PRISM: Breaking the O(n) Memory Wall in Long-Context LLM Inference via O(1) Photonic Block Selection

Abstract

Long-context LLM inference is bottlenecked not by compute but by the O(n) memory bandwidth cost of scanning the KV cache at every decode step -- a wall that no amount of arithmetic scaling can break. Recent photonic accelerators have demonstrated impressive throughput for dense attention computation; however, these approaches inherit the same O(n) memory scaling as electronic attention when applied to long contexts. We observe that the real leverage point is the coarse block-selection step: a memory-bound similarity search that determines which KV blocks to fetch. We identify, for the first time, that this task is structurally matched to the photonic broadcast-and-weight paradigm -- the query fans out to all candidates via passive splitting, signatures are quasi-static (matching electro-optic MRR programming), and only rank order matters (relaxing precision to 4-6 bits). Crucially, the photonic advantage grows with context length: as N increases, the electronic scan cost rises linearly while the photonic evaluation remains O(1). We instantiate this insight in PRISM (Photonic Ranking via Inner-product Similarity with Microring weights), a thin-film lithium niobate (TFLN) similarity engine. Hardware-impaired needle-in-a-haystack evaluation on Qwen2.5-7B confirms 100% accuracy from 4K through 64K tokens at k=32, with 16x traffic reduction at 64K context. PRISM achieves a four-order-of-magnitude energy advantage over GPU baselines at practical context lengths (n >= 4K).

Figures (23)

• Figure 1: Conceptual comparison of KV cache access strategies. Left: Electronic GPU full scan---the processor sequentially reads all $N$ KV blocks from HBM to compute attention, bottlenecked by memory bandwidth. Right:Prism photonic block selection---the query is broadcast optically to all $N$ signature channels in parallel; only the top-$k$ highest-scoring blocks are fetched from memory, reducing traffic by $N/k$ times.
• Figure 2: Prism system architecture (five-stage pipeline). Stage 1 (Query Encoding): The GPU/ASIC computes the query sketch $\mathbf{q} = [q_1, \ldots, q_d]$ and encodes each component onto a WDM wavelength via DAC-driven modulators, producing a WDM query signal where $P(\lambda_j) = q_j$. Stage 2 (Broadcast): A $1 \times N$ optical splitter distributes identical copies of the $d$-wavelength signal to all $N$ signature channels (splitting loss: $-10\log_{10}N$ dB). Stage 3 (Signature Weighting): Each channel passes through a row of $d$ MRRs on the TFLN photonic chip; the transmission $t_{ij} = s_{ij}$ of each MRR is electro-optically programmed via DC bias electrodes to encode the block signature weight, performing wavelength-selective multiplication $P_{\text{out}}(\lambda_j) = q_j \times s_{ij}$. Stage 4 (Summation): Broadband photodetectors integrate all wavelengths, yielding photocurrents $I_i = \mathcal{R} \cdot \sum_j (q_j \cdot s_{ij})$ that are proportional to the inner product $\mathbf{q} \cdot \mathbf{s}_i$. Stage 5 (Top-$k$ Selection): ADCs digitize the $N$ photocurrents, a digital top-$k$ selector identifies the $k$ highest-scoring block indices, and a memory controller fetches only those KV blocks from HBM/flash storage.
• Figure 3: Prism photonic chip layout for an $8 \times 8$ configuration ($d = 8$ WDM channels, $N = 8$ signature rows).
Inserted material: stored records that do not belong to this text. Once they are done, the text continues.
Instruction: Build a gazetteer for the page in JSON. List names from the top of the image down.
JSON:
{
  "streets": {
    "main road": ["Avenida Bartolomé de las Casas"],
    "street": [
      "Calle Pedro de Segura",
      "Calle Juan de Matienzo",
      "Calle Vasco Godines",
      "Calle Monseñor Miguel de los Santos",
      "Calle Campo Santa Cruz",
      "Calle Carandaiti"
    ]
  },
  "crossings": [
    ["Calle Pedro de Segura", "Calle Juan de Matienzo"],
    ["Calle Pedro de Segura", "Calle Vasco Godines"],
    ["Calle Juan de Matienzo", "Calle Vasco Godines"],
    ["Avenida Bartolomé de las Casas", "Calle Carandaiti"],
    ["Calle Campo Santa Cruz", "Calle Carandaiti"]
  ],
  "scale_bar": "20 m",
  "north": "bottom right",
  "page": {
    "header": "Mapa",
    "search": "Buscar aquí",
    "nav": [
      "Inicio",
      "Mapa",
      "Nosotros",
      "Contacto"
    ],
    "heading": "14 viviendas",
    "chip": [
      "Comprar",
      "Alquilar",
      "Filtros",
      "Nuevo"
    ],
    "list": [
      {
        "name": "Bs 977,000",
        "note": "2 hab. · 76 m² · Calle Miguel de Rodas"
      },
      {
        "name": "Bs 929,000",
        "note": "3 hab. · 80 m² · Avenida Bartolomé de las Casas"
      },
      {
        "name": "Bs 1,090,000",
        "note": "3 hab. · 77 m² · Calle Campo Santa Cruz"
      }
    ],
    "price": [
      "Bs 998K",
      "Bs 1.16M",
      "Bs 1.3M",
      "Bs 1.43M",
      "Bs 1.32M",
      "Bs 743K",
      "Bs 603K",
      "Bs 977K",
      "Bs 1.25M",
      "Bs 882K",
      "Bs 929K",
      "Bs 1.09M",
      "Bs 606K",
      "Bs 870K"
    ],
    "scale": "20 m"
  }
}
Left: the WDM query input ($\lambda_1$--$\lambda_8$) enters and is split by cascaded $1 \times 2$ Y-junctions. Center: each row contains $d$ MRRs coupled to a bus waveguide with coupling gap of ${\sim}$200--300 nm; EO DC bias electrodes program the MRR resonances to encode signature weights via the Pockels effect. Right: through-port and drop-port outputs route to balanced Ge-on-Si PD pairs (or optionally on-chip integrated photodetectors). Scale bar: 100 µm. The layout scales to $d = 32$, $N = 256$ by increasing the splitter tree depth and the number of rows.
• Figure 4: X-cut TFLN rib waveguide cross-section. The rib is etched 500 nm into a 600 nm LN film on SiO$_2$, leaving a 100 nm slab. Lateral Au electrodes apply DC bias for electro-optic (Pockels) tuning of the MRR resonance wavelength. Waveguide width: 1.4 µm.
• Figure 5: Optical power budget analysis. (a) Per-detector received power vs. bank size $N$ for three laser powers. The horizontal dashed line indicates the minimum detectable power ($-20dBm$). (b) Electrical SNR at the photodetector vs. signature dimension $d$ for $N = 256$ and $N = 1024$. The shaded region marks SNR $> 20dB$, sufficient for reliable top-$k$ ranking.